- **WHAT IS REQUIRED**:
In the entries below, find each line with the word "overflow" and return it.

- **ENTRIES SHOWN**:
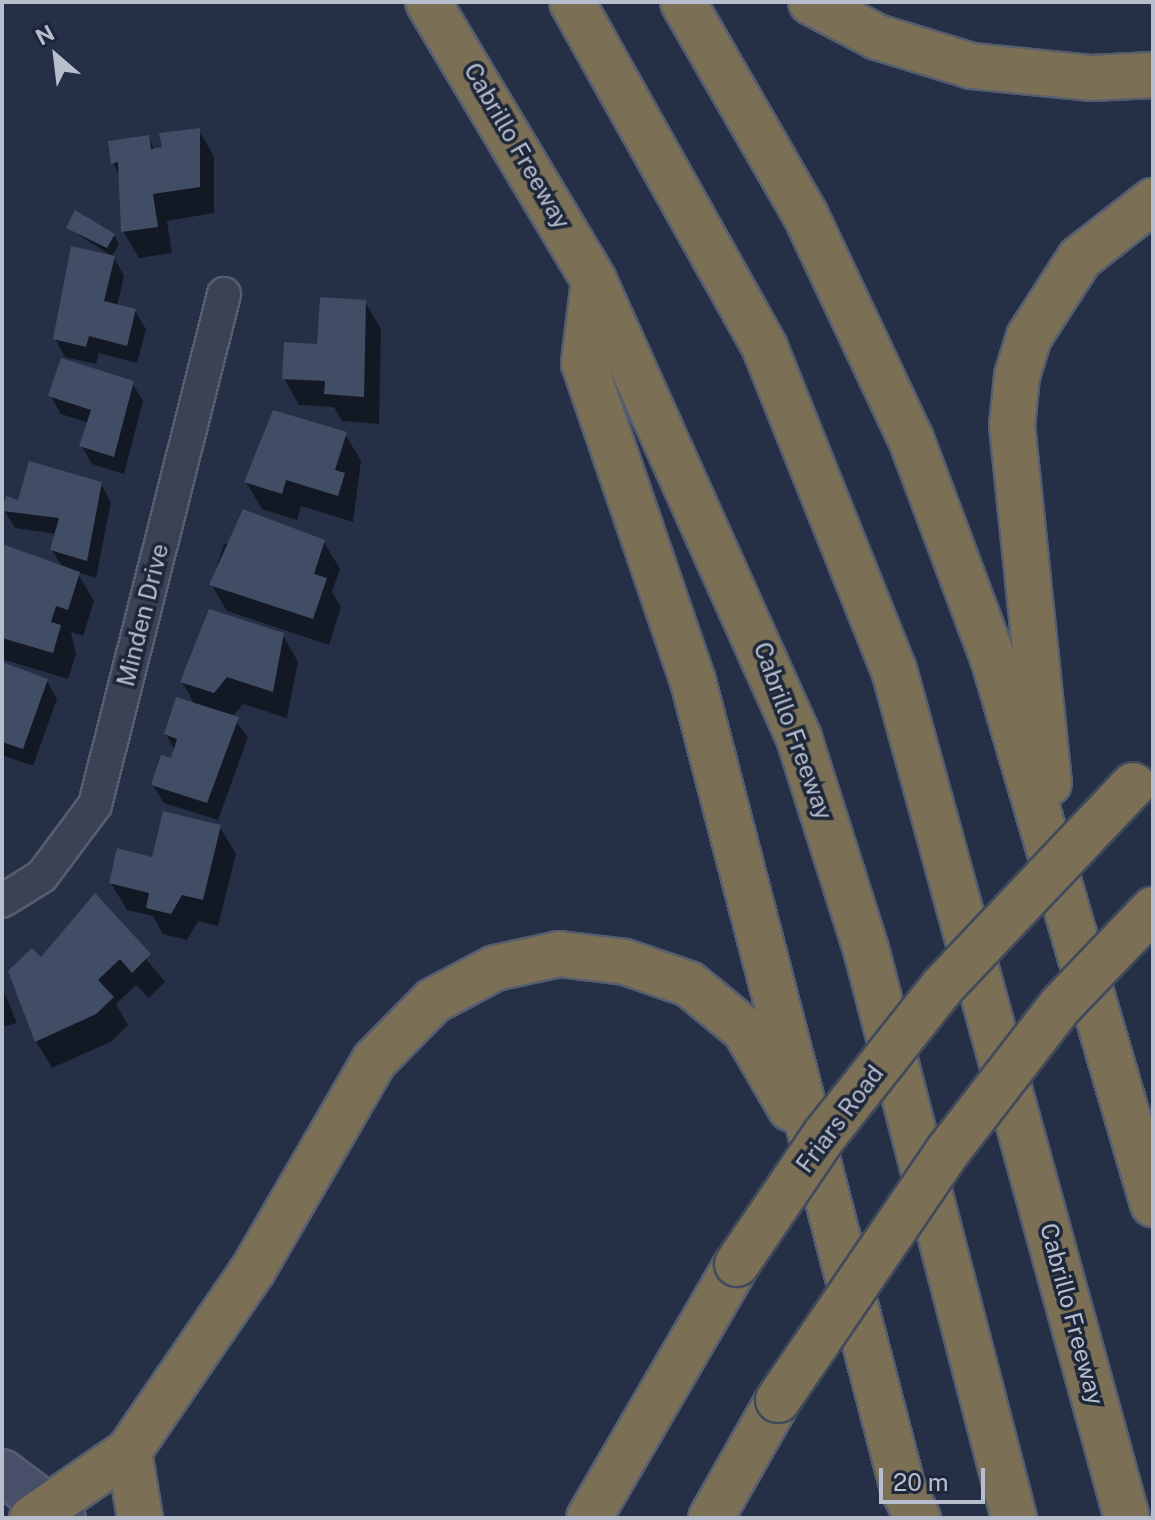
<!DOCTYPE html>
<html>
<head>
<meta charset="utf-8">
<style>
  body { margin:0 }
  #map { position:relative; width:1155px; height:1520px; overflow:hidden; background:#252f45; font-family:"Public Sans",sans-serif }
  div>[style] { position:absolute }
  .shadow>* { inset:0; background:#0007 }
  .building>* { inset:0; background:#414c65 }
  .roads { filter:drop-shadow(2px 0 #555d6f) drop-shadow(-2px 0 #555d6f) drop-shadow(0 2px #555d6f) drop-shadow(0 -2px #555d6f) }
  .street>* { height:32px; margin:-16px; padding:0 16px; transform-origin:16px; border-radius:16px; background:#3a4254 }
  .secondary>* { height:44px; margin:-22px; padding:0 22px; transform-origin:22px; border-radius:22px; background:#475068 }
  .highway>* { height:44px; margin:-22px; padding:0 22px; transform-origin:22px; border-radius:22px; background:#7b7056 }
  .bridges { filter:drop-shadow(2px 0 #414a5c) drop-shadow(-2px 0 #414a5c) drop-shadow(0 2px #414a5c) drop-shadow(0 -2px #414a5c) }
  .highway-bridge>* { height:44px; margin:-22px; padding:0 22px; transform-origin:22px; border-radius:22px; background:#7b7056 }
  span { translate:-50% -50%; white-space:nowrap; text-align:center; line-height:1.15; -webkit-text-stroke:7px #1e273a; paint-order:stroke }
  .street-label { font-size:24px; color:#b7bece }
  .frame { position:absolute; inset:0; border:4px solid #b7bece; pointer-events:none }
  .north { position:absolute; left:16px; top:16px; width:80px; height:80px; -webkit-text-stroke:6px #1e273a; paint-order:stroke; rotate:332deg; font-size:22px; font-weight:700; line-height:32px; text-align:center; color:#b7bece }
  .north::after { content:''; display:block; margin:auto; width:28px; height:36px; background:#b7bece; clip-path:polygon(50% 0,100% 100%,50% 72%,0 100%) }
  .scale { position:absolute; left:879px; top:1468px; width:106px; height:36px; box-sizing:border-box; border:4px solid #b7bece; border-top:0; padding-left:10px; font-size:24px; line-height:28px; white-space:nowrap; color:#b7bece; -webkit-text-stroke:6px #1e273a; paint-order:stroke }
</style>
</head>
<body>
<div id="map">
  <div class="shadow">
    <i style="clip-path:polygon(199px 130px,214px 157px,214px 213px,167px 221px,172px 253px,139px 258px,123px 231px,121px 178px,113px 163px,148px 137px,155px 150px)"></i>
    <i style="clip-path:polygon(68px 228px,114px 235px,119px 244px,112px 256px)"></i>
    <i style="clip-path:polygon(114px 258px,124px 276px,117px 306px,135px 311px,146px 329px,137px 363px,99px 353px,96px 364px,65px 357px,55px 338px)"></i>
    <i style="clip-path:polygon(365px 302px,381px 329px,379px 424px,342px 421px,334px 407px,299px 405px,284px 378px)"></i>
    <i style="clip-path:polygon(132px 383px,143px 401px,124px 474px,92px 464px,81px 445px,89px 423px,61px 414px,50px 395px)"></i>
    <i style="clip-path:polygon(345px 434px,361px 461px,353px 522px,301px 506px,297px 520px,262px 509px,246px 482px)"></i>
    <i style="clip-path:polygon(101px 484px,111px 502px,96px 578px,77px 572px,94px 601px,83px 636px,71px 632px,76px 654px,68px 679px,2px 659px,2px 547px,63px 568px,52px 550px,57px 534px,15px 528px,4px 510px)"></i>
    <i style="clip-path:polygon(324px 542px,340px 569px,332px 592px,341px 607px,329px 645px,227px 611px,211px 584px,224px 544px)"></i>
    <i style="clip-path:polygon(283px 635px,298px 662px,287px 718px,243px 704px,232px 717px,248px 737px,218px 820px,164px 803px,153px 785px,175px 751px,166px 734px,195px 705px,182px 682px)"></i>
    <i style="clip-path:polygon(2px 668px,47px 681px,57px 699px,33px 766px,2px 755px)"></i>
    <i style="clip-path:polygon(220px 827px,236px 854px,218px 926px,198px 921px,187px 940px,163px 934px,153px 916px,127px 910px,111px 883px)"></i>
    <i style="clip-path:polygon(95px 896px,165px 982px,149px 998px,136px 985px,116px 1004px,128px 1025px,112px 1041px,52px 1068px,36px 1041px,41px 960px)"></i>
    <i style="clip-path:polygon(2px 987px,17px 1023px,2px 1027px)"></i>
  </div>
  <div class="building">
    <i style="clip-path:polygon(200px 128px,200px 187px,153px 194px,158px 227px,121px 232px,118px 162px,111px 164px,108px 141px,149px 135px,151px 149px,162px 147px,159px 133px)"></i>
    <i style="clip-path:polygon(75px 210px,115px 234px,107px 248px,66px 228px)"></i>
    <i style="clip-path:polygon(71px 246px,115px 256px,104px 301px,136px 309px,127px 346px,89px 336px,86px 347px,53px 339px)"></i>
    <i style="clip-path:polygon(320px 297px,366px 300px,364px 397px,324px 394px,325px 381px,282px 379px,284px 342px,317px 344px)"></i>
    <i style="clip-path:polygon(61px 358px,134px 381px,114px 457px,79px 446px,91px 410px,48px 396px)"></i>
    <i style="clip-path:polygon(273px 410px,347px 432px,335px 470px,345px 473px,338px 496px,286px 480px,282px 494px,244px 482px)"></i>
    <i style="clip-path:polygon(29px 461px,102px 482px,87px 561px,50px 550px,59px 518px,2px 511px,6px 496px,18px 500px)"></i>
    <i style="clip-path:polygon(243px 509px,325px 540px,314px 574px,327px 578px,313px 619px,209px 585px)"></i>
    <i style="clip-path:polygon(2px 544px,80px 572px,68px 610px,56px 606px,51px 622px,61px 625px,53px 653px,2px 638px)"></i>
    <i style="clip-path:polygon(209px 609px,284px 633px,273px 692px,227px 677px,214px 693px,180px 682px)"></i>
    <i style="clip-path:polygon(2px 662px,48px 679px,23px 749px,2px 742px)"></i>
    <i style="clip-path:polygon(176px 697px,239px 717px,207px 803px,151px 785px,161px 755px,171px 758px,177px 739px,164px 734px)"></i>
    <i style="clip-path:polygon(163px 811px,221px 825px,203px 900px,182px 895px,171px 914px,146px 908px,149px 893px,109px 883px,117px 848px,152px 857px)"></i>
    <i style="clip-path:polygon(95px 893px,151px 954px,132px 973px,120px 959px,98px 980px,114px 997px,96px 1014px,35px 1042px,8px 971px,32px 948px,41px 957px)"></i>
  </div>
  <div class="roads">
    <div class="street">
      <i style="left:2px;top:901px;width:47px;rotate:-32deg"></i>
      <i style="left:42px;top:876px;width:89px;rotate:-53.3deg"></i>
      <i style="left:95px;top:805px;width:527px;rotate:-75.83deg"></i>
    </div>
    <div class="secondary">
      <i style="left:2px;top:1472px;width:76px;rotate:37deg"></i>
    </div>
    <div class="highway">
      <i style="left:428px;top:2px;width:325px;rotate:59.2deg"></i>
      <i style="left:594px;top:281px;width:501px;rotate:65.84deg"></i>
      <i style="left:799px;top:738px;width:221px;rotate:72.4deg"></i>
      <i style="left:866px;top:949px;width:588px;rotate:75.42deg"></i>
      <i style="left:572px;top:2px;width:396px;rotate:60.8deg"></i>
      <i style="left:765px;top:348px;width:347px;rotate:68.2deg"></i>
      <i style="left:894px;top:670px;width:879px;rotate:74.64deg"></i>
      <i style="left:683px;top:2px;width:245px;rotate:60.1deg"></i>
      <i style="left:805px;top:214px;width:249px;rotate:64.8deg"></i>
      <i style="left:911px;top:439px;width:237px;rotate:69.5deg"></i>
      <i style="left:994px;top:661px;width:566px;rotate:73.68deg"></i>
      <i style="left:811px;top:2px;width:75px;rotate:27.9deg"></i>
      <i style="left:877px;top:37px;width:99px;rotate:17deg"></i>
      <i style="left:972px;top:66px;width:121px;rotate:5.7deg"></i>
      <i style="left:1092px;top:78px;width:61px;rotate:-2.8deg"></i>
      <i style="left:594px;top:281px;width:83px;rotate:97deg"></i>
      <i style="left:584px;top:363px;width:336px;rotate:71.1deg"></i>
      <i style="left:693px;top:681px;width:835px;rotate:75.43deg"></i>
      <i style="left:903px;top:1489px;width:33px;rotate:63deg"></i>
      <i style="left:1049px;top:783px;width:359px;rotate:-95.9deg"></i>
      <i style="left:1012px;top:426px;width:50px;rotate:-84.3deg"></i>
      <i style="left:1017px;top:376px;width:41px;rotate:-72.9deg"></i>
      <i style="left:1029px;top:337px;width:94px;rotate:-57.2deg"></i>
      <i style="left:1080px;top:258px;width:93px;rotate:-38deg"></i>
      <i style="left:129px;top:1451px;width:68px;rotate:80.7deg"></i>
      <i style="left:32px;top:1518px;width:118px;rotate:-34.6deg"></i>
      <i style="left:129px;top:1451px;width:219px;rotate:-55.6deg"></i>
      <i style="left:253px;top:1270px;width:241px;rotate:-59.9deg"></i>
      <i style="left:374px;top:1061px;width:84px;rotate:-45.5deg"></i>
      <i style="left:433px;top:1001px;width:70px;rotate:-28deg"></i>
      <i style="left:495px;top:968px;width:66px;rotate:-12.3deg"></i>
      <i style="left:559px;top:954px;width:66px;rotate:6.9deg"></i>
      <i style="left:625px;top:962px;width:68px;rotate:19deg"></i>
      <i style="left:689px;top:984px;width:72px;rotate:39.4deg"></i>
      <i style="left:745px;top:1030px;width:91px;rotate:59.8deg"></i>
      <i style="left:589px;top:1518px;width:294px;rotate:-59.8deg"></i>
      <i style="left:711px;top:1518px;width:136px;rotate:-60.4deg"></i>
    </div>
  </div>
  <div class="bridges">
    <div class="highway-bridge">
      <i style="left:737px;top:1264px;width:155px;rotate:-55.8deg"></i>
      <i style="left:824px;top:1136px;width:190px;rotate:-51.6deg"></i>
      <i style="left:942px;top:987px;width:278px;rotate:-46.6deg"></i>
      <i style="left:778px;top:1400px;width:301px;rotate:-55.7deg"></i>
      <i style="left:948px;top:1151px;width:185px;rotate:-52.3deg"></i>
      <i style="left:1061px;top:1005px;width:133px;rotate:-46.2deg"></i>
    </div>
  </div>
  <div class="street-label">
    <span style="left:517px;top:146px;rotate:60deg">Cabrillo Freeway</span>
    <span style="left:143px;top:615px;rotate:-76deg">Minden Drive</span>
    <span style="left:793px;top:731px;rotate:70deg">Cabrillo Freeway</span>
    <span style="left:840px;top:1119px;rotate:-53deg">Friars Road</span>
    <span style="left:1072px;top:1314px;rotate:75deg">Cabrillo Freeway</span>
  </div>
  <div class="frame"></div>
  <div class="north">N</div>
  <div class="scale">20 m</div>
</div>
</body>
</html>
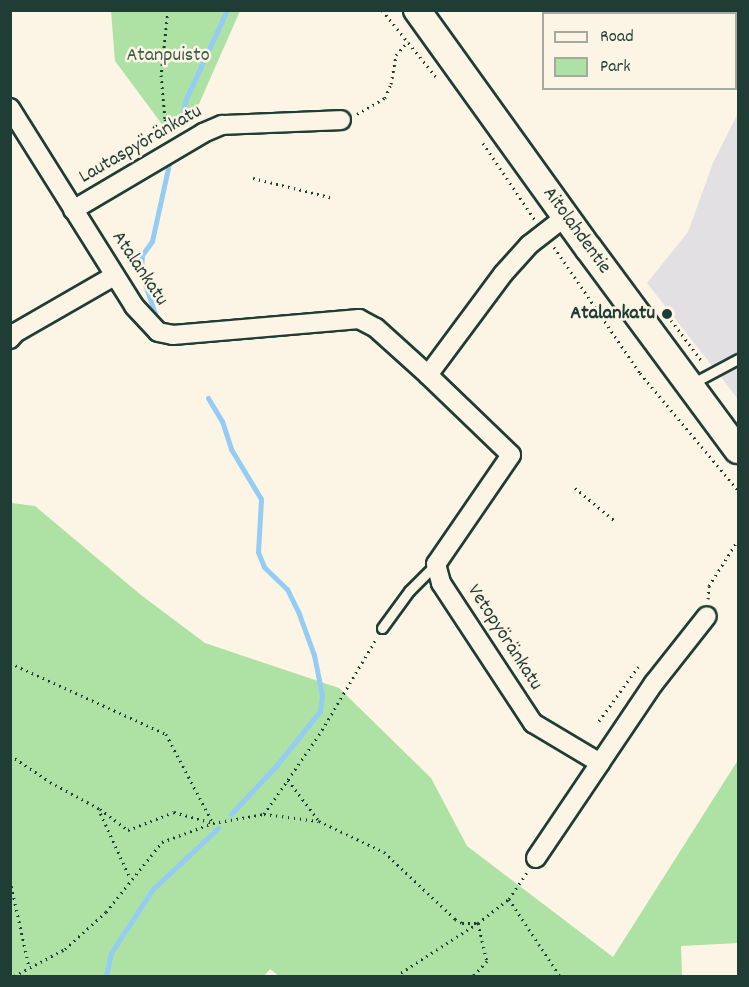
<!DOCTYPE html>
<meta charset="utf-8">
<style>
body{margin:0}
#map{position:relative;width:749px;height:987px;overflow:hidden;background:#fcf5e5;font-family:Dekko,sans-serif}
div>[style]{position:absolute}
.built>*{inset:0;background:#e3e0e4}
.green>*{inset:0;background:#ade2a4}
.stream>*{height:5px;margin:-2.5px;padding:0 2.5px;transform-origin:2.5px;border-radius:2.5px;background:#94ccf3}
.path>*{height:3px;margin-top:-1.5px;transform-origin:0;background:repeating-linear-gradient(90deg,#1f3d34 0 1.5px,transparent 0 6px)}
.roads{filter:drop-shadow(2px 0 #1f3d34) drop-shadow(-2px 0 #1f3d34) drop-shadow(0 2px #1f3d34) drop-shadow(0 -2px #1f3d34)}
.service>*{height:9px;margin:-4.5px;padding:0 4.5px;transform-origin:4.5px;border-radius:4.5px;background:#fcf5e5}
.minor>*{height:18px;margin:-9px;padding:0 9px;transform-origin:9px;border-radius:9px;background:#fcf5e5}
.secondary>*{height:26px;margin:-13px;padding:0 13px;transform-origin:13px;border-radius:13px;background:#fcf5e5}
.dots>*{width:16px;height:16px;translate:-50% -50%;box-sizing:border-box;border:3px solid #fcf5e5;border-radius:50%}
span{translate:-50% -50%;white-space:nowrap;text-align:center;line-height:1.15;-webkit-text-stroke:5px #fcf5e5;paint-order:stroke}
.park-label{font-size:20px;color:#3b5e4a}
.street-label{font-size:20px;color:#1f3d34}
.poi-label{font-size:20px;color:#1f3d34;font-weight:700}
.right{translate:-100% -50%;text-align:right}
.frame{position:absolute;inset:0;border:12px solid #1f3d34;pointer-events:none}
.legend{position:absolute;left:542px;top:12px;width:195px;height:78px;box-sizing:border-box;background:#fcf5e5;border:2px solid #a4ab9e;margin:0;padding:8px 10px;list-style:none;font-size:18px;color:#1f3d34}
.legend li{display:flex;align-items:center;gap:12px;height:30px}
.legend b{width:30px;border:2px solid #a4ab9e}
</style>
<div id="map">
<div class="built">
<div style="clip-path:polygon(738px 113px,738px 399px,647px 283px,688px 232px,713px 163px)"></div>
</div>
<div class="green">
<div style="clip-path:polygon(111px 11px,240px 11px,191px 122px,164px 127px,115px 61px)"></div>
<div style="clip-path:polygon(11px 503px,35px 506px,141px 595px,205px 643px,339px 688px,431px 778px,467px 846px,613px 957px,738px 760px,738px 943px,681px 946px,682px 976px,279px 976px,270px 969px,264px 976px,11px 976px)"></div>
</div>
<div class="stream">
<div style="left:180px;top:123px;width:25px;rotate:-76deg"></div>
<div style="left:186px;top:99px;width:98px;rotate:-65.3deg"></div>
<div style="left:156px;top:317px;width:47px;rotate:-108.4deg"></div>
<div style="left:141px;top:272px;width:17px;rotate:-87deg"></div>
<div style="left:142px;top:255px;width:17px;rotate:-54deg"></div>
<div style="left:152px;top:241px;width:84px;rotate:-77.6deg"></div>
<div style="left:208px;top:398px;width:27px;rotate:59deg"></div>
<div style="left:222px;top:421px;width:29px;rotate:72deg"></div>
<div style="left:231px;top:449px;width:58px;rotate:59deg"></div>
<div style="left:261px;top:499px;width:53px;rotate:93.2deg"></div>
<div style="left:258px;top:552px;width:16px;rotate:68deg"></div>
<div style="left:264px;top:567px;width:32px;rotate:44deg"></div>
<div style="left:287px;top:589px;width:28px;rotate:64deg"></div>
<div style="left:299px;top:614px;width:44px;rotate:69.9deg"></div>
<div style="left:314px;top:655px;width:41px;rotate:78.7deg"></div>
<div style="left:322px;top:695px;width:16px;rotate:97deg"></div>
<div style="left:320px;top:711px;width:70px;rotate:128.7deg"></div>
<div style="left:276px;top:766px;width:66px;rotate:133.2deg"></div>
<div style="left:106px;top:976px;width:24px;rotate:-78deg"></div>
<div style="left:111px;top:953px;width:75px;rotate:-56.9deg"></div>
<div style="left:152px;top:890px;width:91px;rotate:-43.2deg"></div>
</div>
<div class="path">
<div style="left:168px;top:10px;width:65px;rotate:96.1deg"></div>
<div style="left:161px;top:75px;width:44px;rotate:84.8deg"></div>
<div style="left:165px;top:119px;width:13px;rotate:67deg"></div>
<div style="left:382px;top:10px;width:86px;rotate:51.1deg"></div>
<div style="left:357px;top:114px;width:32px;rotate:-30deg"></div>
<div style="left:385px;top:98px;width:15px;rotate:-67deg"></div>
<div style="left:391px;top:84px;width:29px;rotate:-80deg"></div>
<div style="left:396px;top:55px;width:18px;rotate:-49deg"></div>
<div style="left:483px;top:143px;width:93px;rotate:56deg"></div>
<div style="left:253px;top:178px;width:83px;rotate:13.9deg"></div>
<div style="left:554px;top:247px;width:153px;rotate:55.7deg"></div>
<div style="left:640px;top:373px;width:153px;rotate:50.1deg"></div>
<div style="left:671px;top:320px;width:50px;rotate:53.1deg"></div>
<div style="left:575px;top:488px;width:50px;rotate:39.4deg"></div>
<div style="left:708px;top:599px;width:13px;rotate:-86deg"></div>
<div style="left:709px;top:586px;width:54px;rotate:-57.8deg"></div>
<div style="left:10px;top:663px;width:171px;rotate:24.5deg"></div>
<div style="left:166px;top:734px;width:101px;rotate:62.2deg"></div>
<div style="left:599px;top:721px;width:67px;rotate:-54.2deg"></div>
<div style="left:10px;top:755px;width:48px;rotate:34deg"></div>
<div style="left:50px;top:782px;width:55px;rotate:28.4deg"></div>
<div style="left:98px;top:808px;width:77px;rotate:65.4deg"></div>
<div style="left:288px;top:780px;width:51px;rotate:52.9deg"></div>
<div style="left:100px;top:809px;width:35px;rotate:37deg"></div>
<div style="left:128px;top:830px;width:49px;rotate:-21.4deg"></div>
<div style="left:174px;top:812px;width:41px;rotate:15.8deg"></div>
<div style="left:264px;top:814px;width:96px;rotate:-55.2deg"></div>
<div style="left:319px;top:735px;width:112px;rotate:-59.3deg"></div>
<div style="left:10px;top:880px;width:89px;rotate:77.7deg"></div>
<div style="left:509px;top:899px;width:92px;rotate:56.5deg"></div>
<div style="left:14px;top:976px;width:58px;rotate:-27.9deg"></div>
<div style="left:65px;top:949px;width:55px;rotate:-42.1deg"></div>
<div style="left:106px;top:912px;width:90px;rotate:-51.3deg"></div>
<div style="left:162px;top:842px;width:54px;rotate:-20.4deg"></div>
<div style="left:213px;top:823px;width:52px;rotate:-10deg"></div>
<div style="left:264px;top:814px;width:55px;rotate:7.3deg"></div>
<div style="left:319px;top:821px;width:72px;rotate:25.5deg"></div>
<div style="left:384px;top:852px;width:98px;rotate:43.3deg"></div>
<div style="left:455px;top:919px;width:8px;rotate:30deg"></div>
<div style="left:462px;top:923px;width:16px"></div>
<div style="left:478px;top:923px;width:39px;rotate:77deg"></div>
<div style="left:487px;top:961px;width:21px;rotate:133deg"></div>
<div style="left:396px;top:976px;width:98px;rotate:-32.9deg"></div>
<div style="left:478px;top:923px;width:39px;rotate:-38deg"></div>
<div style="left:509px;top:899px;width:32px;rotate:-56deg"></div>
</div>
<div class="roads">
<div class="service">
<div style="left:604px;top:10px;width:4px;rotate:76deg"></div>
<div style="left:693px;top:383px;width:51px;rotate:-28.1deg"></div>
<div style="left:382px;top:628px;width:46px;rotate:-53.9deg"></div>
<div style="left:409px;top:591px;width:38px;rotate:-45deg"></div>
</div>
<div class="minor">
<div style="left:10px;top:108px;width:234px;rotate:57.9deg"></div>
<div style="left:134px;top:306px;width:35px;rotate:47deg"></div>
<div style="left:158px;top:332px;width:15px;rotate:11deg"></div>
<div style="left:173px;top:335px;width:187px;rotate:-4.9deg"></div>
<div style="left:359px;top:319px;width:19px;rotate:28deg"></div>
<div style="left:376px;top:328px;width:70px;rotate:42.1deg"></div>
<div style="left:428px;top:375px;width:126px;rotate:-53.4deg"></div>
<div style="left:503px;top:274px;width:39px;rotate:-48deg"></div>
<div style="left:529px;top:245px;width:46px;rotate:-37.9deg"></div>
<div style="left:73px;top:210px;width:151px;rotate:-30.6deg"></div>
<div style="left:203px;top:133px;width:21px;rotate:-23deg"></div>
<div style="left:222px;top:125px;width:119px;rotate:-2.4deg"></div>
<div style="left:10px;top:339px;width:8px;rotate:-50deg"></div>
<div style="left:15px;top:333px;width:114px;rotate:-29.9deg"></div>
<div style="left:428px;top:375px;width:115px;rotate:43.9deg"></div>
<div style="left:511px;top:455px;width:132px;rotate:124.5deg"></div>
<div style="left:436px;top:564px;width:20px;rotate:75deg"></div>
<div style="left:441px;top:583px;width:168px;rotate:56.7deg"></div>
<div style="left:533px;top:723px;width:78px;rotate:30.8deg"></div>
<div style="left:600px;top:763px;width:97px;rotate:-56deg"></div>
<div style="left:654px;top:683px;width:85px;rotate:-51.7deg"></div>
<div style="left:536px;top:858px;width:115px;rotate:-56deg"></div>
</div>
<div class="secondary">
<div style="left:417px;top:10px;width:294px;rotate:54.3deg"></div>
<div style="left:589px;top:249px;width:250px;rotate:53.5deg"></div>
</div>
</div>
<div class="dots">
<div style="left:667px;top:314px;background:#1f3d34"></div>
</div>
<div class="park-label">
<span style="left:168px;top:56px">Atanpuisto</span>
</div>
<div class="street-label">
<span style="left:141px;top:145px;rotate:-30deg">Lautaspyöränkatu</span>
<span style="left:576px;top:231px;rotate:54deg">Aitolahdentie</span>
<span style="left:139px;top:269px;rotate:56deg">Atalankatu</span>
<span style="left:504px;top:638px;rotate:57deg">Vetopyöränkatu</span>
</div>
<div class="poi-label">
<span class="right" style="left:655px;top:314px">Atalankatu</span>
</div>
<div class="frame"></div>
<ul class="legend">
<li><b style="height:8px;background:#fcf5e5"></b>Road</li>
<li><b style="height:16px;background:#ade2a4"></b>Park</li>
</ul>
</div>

- **RESULT OF THIS EXERCISE**:
  #map { position:relative; width:1155px; height:1520px; overflow:hidden; background:#252f45; font-family:"Public Sans",sans-serif }
#map{position:relative;width:749px;height:987px;overflow:hidden;background:#fcf5e5;font-family:Dekko,sans-serif}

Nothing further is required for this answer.